Também professor da rede pública de ensino do DF, o presidente da CUT-DF, Rodrigo Rodrigues, compartilha do sentimento de inconformação diante do formato escolhido para selecionar professores que atuarão por período determinado nas salas de aula de todo o DF. Entretanto, para ele, a formatação é proposital, com objetivo certo.

“É importante refletir sobre a política que o governo federal e o governo do DF vêm tentando implementar nas escolas. Aqui, em acordo com o que dita a linha de Bolsonaro, a intenção é de militarizar escolas, de romper com o pensamento crítico, com o diálogo, com a educação que liberta por meio da consciência. Portanto, diante desse contexto, não é interessante – e chega a ser estratégico – para o GDF colocar dentro das nossas salas de aula professores e professoras que têm a Educação como processo de troca”, afirma Rodrigo Rodrigues.

Números não mentem
O formato totalmente controverso no certame que seleciona professores(as) para atuar de forma temporária na rede pública de ensino se torna ainda mais grave diante do cenário apresentado atualmente nas escolas públicas do DF.

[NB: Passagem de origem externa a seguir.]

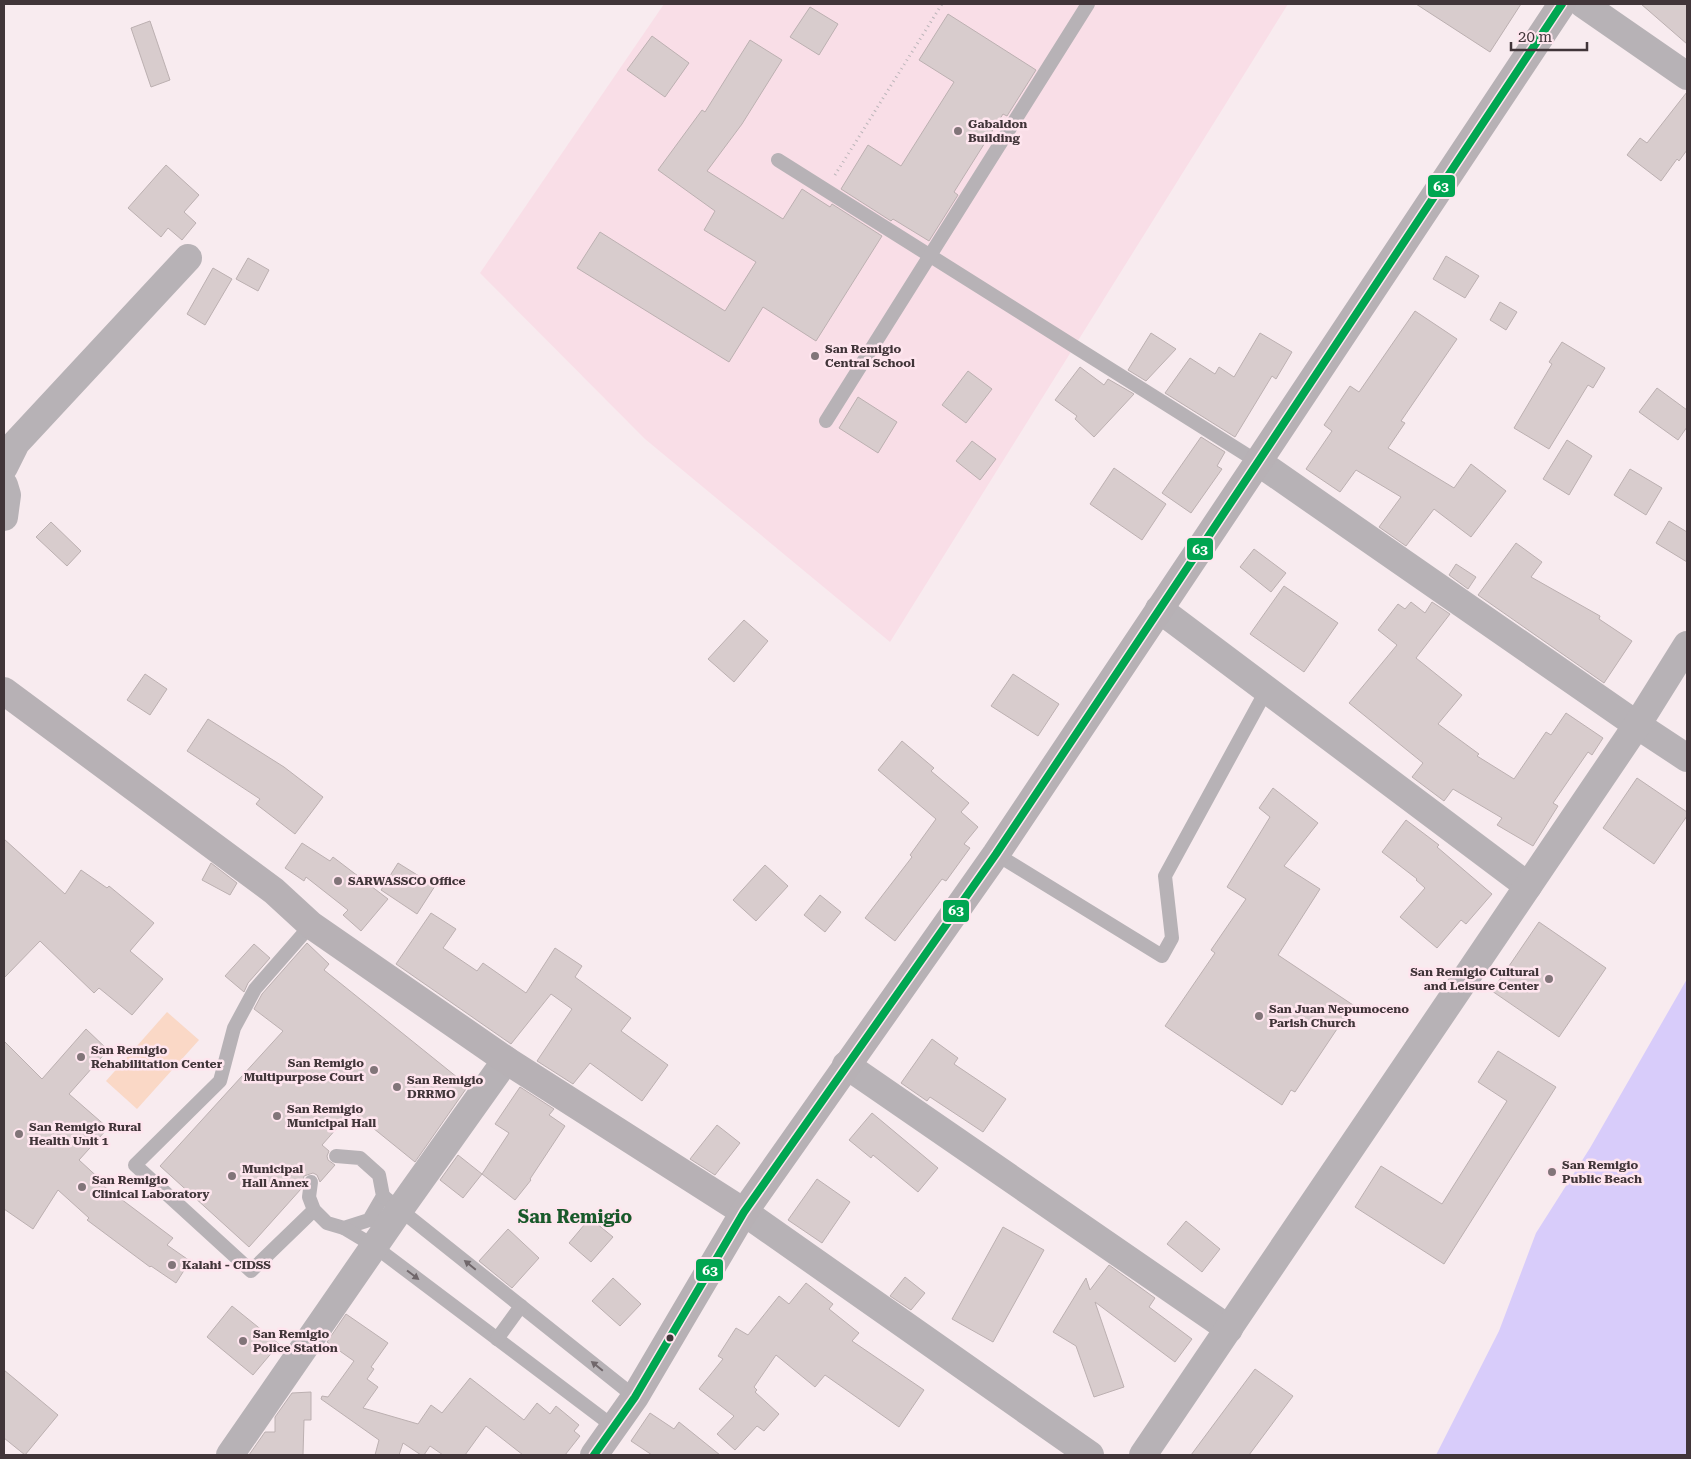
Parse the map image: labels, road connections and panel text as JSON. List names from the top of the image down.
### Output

Dados desse ano da Secretaria de Educação do Distrito Federal (SEEDF) mostram que a rede pública de ensino tem 24.713 professores(as) efetivos(as) e 10.791 professores(as) em regime de contratação temporária. Ou seja, do total de 35.504 professores(as) em sala de aula, mais de 30% recebe salário menor, tem direitos fragilizados, não tem progressão salarial, não tem direito a afastamento remunerado para estudo, à licença prêmio, à licença servidor, e sequer tem direito de solicitar dispensa para acompanhar filho adoentado.

“Com a luta do Sinpro-DF, garantimos vários direitos para professores e professoras em regime de contratação temporária, a começar pela garantia do emprego em plena pandemia, quando o resto do país demitia professores nesse tipo de regime trabalhista. Além disso, aqui no DF, temos direito a 13º salário, indenização de férias, 1/3 de abono de férias, garantia de vínculo e remuneração integral durante toda a Licença Maternidade e várias outras conquistas. Mas a verdade é que o GDF tenciona para precarizar cada vez mais a mão de obra docente, o que gera sim um prejuízo para nós, professores; mas gera um dano irremediável para a sociedade, que fica carente de uma educação pública sólida e com um projeto pedagógico continuado”, afirma a diretora do Sinpro-DF Carolina Moniz.

Segundo o calendário apresentado pelo Instituto Quadrix, a publicação do resultado definitivo da prova objetiva do processo seletivo simplificado para professores(as) em regime de contratação temporária 2021 será publicado no dia 10 de janeiro.